### Your instructions
In the answer, give the entries below exactly, from the first line through the line with "0 #81745c) drop-shadow(-2px", with every picture omitted.

▽

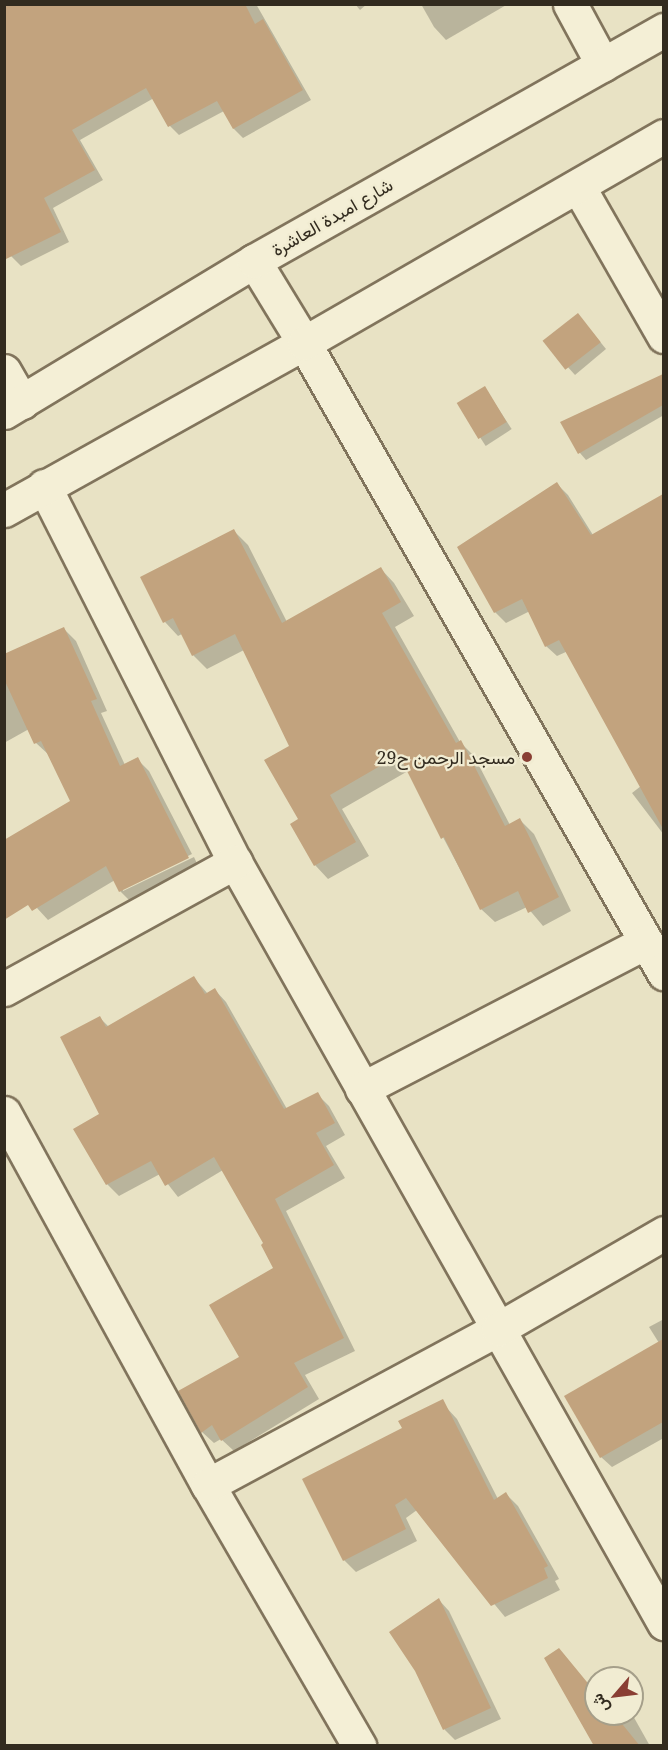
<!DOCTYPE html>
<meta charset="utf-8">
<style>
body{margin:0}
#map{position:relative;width:668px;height:1750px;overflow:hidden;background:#e8e2c4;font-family:"Noto Serif",Vazirmatn,serif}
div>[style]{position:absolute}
.shadow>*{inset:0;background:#0003;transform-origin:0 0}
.building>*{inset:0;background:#c2a37e;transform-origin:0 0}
.roads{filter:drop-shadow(2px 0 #81745c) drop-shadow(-2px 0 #81745c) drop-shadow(0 2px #81745c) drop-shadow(0 -2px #81745c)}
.minor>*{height:33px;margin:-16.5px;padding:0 16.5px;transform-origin:16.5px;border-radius:16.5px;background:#f4efd6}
.secondary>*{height:33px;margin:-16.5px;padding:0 16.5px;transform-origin:16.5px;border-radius:16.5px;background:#f4efd6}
.dots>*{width:16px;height:16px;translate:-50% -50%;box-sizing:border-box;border:3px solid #f1ecd2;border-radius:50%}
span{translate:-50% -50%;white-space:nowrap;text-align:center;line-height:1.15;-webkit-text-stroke:4.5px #f1ecd2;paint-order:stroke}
.street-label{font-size:18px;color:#322b1f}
.poi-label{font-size:18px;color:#322b1f}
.right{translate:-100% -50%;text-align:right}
.frame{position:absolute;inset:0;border:6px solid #322b1f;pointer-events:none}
.north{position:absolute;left:584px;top:1666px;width:60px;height:60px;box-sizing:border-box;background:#f1ecd2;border:2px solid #a59f8a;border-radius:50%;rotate:242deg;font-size:16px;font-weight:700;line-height:24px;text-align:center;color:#322b1f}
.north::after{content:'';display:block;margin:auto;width:21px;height:27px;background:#893e33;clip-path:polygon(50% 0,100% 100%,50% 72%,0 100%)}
</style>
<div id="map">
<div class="shadow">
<div style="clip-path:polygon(256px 4px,311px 100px,243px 138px,234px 129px,224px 111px,179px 135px,170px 126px,154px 98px,80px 140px,103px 180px,53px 208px,69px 242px,21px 266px,11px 256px,4px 8px)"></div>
<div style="clip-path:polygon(355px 4px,367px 4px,360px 10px)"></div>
<div style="clip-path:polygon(421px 4px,508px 4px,446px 40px,434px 27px)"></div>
<div style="clip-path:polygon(584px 322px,606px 349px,575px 375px,546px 343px)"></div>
<div style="clip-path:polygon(664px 376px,664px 415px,586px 460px,580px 453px,562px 423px)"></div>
<div style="left:485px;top:388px;width:49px;height:31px;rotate:57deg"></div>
<div style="clip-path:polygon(557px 484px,568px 495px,593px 535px,664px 495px,664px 835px,632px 793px,641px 786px,568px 651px,557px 656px,546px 646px,530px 611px,506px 623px,495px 612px)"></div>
<div style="clip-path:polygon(234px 531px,248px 545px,287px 622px,381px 569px,394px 583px,414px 616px,395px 627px,460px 742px,474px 756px,510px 825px,520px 820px,534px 834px,571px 911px,543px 926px,527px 907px,495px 922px,481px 909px,408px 771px,342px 809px,369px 856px,328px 879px,315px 865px,300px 820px,291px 747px,244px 650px,207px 669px,193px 655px,182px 634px,178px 636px,165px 622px)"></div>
<div style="clip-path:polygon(64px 629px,76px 641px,107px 711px,101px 713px,125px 765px,137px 759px,149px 771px,192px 854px,123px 888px,123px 891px,194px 857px,200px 870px,132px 903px,120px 891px,115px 880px,48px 920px,37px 908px,72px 802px,49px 755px,36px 743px,29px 729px,4px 743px,4px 656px)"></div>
<div style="clip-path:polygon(194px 978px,208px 994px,215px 990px,226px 1002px,287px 1109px,317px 1094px,329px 1106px,345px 1135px,326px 1146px,345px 1178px,286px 1211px,355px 1351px,305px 1375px,319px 1399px,234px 1451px,221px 1439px,214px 1443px,202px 1432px,241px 1358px,275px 1269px,265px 1244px,223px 1170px,178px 1197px,160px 1174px,119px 1196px,107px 1184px,101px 1114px,100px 1018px,109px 1027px)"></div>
<div style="clip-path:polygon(664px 1319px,664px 1441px,662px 1439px,612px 1467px,601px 1457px,659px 1343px,649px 1327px)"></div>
<div style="clip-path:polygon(445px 1406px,457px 1419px,498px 1499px,506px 1494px,518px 1506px,559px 1579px,555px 1581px,560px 1590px,505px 1617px,417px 1510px,406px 1518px,417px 1541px,356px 1572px,344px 1560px)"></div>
<div style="clip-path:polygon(439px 1600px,449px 1611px,501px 1719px,455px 1740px,445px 1730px,416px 1671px)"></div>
<div style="clip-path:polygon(596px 1694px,596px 1714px,632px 1714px,650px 1746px,595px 1746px)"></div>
</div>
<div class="building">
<div style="clip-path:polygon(4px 4px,245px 4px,255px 24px,263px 19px,303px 90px,233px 129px,217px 101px,168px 127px,146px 88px,72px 130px,95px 170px,44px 198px,61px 232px,4px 260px)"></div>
<div style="left:578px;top:313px;width:37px;height:45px;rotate:52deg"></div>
<div style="clip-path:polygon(663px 374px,663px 405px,578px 454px,560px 422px)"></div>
<div style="left:485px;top:386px;width:42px;height:33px;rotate:59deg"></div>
<div style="clip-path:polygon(557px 482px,591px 535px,663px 494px,663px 829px,559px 640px,545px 647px,522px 599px,494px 613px,457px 547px)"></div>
<div style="clip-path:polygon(234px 529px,282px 623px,381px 567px,401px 602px,382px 613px,456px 743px,461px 740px,505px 826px,520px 818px,559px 897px,528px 913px,518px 891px,480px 910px,444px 837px,441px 839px,399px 755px,330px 795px,356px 842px,314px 866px,290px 824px,298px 819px,264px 760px,289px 746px,235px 634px,192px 656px,173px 618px,163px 623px,140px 577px)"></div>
<div style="clip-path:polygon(64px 627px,97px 699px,91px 701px,120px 766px,138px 757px,189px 858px,119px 892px,106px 866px,32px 911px,28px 905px,4px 920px,4px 840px,70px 801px,41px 741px,34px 744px,4px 679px,4px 654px)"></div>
<div style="clip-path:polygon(194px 976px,205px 994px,215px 988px,284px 1109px,318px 1092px,335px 1123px,316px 1133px,334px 1165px,275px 1199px,344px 1338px,294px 1363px,308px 1387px,221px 1441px,212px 1425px,201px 1433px,178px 1391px,239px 1357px,209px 1305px,273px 1268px,261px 1245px,263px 1243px,214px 1157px,165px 1186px,151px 1161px,106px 1185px,73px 1129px,99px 1114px,60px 1037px,100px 1016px,106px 1027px)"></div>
<div style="clip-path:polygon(663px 1339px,663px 1422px,600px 1458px,564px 1396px)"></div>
<div style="clip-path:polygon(443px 1399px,494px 1500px,506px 1492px,548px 1566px,544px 1568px,548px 1578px,491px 1606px,406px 1498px,395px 1505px,406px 1529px,343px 1561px,302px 1479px,402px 1428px,398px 1421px)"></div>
<div style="clip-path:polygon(439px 1598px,491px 1708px,443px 1730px,415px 1671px,389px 1632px)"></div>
<div style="clip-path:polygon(559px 1648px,596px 1693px,596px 1714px,614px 1714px,640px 1746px,594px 1746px,544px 1658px)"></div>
</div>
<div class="roads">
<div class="minor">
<div style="left:570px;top:4px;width:69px;rotate:61.6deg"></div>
<div style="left:578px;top:186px;width:173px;rotate:60.2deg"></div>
<div style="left:254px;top:261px;width:96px;rotate:58.6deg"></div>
<div style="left:304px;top:343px;width:726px;rotate:60.26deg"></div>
<div style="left:4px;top:371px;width:36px;rotate:60deg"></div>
<div style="left:44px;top:486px;width:422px;rotate:63.1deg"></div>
<div style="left:235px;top:862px;width:874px;rotate:60.59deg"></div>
<div style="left:4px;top:989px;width:264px;rotate:-28.8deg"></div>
<div style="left:362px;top:1089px;width:320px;rotate:-27.4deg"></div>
<div style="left:4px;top:1113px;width:424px;rotate:61.3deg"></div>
<div style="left:208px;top:1485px;width:302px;rotate:59.9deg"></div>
<div style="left:208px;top:1485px;width:329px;rotate:-28.3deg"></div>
<div style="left:498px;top:1329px;width:192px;rotate:-30deg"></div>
</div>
<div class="secondary">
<div style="left:4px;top:412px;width:292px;rotate:-31.1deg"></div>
<div style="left:254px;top:261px;width:471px;rotate:-29.4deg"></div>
<div style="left:4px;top:510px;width:343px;rotate:-29.1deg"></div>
<div style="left:304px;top:343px;width:415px;rotate:-29.9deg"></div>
</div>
</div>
<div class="dots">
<div style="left:527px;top:757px;background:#893e33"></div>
</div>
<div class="street-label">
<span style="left:332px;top:217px;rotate:-30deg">شارع امبدة العاشرة</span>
</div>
<div class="poi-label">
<span class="right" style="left:515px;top:757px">مسجد الرحمن ح29</span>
</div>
<div class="frame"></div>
<div class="north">ش</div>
</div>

△

### Exercise output
<!DOCTYPE html>
<meta charset="utf-8">
<style>
body{margin:0}
#map{position:relative;width:668px;height:1750px;overflow:hidden;background:#e8e2c4;font-family:"Noto Serif",Vazirmatn,serif}
div>[style]{position:absolute}
.shadow>*{inset:0;background:#0003;transform-origin:0 0}
.building>*{inset:0;background:#c2a37e;transform-origin:0 0}
.roads{filter:drop-shadow(2px 0 #81745c) drop-shadow(-2px 0 #81745c) drop-shadow(0 2px #81745c) drop-shadow(0 -2px #81745c)}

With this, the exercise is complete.